* Records shown:

Content starts

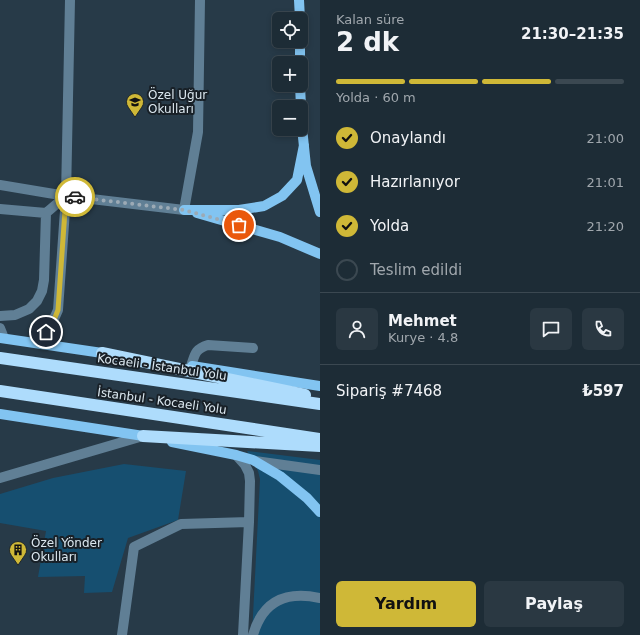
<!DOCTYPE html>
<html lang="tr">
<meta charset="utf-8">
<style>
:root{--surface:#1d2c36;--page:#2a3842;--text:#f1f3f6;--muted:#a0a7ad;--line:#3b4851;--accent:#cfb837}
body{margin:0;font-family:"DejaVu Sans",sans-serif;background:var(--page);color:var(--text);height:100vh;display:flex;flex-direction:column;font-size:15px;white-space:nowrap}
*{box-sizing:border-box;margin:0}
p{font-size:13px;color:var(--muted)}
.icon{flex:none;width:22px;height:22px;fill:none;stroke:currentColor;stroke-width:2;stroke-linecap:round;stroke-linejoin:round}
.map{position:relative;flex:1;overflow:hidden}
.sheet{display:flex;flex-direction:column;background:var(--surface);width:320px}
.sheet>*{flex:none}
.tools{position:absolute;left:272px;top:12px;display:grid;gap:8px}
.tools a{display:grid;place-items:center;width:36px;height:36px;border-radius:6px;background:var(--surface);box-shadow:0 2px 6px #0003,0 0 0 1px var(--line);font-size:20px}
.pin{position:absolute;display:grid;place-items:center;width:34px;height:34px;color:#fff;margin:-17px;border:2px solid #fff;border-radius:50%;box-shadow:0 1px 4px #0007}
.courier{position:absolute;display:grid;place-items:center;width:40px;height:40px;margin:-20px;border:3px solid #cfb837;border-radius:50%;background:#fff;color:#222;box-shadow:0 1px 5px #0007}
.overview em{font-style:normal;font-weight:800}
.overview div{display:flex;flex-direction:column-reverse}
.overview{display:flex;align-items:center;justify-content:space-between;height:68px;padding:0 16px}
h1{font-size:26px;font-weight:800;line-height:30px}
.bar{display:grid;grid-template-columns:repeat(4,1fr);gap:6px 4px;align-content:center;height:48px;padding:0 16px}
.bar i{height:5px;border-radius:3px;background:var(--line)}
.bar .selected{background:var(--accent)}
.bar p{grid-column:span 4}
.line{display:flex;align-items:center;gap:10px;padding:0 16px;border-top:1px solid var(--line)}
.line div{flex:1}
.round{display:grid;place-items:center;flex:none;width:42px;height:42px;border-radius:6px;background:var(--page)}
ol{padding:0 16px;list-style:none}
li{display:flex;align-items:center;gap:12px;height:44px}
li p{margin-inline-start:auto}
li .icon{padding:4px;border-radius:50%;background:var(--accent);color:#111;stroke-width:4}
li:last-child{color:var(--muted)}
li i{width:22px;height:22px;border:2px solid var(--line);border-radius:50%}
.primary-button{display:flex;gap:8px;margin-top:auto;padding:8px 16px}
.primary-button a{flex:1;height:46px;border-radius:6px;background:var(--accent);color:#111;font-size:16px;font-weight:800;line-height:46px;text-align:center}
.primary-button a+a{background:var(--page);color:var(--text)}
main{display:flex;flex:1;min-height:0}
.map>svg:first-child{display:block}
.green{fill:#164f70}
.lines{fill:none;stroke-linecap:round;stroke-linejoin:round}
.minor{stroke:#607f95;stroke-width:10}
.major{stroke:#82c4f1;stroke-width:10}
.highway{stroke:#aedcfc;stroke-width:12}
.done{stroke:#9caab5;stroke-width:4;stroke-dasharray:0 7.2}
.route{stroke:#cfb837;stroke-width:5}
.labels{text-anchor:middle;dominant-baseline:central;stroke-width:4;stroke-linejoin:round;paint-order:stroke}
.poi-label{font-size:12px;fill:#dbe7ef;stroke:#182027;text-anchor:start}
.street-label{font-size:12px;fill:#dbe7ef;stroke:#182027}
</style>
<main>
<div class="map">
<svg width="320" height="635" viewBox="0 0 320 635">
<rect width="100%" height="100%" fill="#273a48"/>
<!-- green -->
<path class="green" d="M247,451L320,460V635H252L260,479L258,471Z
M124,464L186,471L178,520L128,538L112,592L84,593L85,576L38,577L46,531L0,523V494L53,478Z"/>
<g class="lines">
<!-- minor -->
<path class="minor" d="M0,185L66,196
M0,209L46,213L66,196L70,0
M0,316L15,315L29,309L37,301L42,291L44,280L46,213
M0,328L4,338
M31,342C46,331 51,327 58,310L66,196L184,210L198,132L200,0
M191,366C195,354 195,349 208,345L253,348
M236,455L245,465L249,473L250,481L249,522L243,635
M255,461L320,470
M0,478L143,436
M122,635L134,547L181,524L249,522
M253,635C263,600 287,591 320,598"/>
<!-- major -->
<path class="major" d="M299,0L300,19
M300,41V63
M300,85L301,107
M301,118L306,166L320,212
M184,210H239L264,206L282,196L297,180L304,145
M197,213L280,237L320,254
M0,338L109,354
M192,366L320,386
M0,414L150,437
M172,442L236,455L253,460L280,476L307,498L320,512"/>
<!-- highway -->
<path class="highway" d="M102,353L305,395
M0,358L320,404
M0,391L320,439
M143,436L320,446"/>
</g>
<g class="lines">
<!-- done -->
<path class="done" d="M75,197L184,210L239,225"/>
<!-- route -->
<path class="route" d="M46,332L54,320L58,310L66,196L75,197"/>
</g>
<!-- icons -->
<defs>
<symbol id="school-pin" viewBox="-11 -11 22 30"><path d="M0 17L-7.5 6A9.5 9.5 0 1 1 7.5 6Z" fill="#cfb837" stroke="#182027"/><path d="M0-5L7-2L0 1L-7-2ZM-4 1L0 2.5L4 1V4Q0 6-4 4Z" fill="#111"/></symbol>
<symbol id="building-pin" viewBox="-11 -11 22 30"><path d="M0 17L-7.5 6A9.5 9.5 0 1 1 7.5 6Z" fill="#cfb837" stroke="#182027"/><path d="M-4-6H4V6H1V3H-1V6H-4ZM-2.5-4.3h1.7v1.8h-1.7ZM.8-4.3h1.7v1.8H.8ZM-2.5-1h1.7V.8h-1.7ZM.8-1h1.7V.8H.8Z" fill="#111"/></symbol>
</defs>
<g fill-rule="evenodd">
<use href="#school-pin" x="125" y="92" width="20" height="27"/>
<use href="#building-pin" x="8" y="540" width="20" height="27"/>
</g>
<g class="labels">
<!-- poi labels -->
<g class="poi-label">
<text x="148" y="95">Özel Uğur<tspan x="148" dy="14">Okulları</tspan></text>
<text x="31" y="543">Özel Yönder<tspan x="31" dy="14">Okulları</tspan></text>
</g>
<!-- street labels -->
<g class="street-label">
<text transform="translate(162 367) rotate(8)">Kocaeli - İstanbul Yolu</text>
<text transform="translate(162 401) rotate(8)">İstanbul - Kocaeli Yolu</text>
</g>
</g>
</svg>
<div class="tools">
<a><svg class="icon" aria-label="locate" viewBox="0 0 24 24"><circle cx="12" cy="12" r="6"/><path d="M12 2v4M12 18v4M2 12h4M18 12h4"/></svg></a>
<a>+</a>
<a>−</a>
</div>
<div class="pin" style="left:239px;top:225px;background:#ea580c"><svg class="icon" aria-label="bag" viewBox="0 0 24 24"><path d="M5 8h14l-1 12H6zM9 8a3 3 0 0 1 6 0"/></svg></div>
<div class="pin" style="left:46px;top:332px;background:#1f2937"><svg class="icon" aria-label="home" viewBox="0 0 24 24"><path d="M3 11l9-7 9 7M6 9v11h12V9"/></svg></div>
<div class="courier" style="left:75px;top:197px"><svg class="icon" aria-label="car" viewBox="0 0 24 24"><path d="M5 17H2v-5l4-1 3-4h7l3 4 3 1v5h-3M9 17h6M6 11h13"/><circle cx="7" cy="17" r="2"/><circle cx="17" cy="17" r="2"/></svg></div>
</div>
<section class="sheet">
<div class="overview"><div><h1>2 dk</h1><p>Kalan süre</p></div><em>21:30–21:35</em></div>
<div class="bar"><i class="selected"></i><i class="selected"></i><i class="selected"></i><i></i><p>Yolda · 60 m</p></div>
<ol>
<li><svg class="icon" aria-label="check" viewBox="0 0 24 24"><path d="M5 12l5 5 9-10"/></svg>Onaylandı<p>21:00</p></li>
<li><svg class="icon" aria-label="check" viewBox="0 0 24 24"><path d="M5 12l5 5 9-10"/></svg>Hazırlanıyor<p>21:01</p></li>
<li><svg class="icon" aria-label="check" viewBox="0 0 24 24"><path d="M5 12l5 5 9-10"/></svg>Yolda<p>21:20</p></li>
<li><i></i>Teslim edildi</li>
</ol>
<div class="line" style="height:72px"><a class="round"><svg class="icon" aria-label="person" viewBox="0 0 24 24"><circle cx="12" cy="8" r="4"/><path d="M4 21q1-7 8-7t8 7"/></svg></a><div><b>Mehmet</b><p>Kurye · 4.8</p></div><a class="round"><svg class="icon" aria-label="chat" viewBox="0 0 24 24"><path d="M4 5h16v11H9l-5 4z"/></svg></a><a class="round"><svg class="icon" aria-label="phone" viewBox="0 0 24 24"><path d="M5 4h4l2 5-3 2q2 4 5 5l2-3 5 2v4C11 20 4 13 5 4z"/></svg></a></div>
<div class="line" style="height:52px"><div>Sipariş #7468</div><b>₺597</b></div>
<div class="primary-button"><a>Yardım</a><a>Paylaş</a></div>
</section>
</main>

Content ends
Content starts

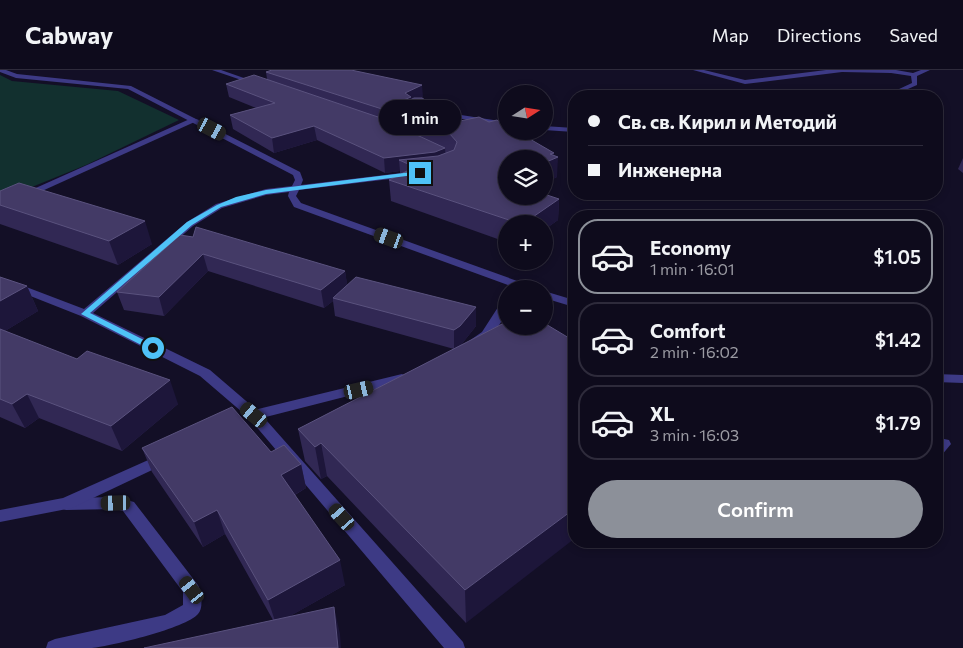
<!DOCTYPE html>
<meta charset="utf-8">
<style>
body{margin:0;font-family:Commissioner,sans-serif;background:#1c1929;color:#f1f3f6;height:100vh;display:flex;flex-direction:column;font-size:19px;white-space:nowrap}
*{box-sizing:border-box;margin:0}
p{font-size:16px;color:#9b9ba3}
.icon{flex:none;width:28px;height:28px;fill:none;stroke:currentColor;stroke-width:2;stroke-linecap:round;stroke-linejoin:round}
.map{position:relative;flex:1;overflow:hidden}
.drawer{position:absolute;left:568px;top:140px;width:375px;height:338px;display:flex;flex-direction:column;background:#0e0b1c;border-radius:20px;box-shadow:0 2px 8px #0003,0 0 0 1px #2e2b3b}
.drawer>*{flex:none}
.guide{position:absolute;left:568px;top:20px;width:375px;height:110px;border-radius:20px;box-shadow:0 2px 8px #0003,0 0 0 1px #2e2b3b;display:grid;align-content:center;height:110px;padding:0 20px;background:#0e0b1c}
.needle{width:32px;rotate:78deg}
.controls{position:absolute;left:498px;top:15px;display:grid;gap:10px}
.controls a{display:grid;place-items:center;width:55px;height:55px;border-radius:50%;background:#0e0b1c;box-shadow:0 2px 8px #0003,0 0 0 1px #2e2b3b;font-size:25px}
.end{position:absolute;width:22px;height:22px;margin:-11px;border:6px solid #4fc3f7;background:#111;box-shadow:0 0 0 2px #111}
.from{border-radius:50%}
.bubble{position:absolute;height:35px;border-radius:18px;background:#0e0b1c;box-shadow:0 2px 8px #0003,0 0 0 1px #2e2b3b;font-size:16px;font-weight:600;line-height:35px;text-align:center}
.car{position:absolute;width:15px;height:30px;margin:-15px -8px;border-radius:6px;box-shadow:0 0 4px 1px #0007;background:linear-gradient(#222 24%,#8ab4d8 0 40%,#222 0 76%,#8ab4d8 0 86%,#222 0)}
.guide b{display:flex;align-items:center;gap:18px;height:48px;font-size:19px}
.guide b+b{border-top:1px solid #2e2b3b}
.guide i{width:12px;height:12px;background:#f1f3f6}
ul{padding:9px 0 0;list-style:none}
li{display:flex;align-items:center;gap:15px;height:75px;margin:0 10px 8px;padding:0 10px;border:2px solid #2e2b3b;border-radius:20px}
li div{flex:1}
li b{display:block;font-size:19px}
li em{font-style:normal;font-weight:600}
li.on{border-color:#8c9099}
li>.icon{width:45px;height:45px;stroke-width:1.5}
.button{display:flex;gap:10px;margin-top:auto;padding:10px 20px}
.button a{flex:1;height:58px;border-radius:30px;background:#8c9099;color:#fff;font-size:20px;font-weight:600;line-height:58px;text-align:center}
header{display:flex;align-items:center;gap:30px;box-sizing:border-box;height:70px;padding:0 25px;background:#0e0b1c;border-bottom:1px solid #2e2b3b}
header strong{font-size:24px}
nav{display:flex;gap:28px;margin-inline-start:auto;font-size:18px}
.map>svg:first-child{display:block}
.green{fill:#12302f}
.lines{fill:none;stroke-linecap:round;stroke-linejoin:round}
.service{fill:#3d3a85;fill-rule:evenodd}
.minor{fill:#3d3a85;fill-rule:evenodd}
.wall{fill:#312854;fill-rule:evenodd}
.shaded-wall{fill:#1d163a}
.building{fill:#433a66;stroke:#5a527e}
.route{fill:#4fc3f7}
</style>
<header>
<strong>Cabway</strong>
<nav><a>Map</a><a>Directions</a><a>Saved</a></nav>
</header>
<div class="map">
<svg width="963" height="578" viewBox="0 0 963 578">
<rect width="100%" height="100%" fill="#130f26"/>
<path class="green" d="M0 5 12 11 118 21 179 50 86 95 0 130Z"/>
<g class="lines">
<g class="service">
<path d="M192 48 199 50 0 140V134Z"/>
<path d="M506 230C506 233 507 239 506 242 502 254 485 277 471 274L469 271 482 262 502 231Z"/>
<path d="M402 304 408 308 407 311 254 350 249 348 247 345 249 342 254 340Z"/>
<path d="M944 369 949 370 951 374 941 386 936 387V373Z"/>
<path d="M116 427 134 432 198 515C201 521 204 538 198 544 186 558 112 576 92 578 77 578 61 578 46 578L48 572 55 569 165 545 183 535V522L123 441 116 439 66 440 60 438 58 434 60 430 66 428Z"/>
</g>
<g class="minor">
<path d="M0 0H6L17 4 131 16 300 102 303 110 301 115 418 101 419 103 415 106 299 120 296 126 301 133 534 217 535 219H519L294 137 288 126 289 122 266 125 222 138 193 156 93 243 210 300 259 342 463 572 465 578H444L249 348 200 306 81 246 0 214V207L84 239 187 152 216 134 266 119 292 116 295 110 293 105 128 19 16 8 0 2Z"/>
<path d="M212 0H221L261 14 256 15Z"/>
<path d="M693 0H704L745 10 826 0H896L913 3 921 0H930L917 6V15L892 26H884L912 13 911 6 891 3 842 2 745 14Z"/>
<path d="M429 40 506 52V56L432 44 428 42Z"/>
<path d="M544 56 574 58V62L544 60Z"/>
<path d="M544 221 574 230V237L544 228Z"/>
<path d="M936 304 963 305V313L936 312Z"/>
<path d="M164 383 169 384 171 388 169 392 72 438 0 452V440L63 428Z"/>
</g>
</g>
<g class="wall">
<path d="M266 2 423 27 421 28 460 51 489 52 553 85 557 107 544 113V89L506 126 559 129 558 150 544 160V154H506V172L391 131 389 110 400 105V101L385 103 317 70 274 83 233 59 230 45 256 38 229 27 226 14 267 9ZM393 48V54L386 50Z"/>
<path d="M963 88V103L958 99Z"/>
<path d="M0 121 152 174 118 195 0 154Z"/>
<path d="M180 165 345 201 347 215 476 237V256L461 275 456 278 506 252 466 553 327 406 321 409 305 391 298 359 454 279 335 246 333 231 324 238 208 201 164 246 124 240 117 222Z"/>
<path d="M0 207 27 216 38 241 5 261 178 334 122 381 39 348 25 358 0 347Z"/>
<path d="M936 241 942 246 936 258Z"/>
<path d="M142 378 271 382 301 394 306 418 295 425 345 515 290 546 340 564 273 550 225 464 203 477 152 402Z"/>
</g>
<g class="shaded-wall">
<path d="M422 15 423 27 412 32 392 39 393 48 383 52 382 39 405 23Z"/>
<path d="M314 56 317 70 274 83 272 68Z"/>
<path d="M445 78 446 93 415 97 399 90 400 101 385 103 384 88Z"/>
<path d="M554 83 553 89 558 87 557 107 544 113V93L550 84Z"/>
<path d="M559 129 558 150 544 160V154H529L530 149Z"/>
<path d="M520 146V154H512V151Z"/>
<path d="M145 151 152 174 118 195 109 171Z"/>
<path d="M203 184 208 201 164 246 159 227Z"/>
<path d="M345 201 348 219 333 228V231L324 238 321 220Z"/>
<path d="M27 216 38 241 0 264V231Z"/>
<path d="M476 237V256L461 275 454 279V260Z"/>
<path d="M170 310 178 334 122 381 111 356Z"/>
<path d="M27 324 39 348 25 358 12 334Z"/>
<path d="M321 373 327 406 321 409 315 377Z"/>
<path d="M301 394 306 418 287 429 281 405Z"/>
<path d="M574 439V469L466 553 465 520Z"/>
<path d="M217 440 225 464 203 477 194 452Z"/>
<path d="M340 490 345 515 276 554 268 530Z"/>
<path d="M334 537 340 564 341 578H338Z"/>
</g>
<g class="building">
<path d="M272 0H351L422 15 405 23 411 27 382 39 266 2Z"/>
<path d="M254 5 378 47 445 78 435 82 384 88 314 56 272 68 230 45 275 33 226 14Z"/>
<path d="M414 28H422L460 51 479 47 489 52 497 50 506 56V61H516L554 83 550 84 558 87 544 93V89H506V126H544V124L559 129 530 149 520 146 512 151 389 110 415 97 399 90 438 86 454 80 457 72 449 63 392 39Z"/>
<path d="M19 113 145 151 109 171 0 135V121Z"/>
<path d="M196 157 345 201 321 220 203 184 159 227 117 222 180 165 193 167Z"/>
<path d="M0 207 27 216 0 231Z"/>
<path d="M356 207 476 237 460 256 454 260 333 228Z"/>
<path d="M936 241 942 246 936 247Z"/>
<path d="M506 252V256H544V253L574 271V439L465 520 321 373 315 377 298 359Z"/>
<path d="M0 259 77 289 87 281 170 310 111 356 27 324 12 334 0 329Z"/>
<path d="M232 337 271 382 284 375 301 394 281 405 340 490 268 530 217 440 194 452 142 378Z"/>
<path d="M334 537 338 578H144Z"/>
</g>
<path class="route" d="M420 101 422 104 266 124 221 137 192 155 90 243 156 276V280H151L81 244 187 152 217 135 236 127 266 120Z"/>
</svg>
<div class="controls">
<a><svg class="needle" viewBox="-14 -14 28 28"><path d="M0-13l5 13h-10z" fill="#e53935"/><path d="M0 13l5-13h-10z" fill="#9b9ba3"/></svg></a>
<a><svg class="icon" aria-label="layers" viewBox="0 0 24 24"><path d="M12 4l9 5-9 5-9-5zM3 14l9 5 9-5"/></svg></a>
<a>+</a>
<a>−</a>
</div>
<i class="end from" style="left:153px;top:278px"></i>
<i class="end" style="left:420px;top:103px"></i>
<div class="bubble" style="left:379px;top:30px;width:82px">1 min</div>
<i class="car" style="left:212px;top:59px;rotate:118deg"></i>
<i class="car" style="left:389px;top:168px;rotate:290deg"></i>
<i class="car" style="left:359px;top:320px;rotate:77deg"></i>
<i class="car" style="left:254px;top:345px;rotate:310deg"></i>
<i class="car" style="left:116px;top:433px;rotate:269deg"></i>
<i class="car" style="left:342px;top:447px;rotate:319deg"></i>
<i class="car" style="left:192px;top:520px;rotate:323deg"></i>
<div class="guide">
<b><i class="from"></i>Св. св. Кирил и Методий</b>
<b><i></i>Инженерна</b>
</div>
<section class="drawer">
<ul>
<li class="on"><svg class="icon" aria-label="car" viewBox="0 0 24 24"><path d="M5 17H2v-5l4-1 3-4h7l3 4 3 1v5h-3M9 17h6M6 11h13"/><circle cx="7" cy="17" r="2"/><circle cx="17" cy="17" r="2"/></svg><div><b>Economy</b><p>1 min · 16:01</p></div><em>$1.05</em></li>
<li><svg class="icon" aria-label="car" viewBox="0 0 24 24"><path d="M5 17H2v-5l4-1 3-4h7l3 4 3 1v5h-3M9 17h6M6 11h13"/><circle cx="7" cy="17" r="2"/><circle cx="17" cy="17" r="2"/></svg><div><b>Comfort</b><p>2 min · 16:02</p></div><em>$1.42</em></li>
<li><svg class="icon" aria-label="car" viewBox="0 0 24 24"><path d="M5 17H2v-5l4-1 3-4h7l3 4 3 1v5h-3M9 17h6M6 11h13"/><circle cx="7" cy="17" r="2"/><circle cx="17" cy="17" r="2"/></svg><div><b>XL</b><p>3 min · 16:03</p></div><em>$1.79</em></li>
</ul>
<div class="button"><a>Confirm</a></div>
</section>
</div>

Content ends

Look through the entries. Copy out each line with "bubble" in it.

* Solution:
.bubble{position:absolute;height:35px;border-radius:18px;background:#0e0b1c;box-shadow:0 2px 8px #0003,0 0 0 1px #2e2b3b;font-size:16px;font-weight:600;line-height:35px;text-align:center}
<div class="bubble" style="left:379px;top:30px;width:82px">1 min</div>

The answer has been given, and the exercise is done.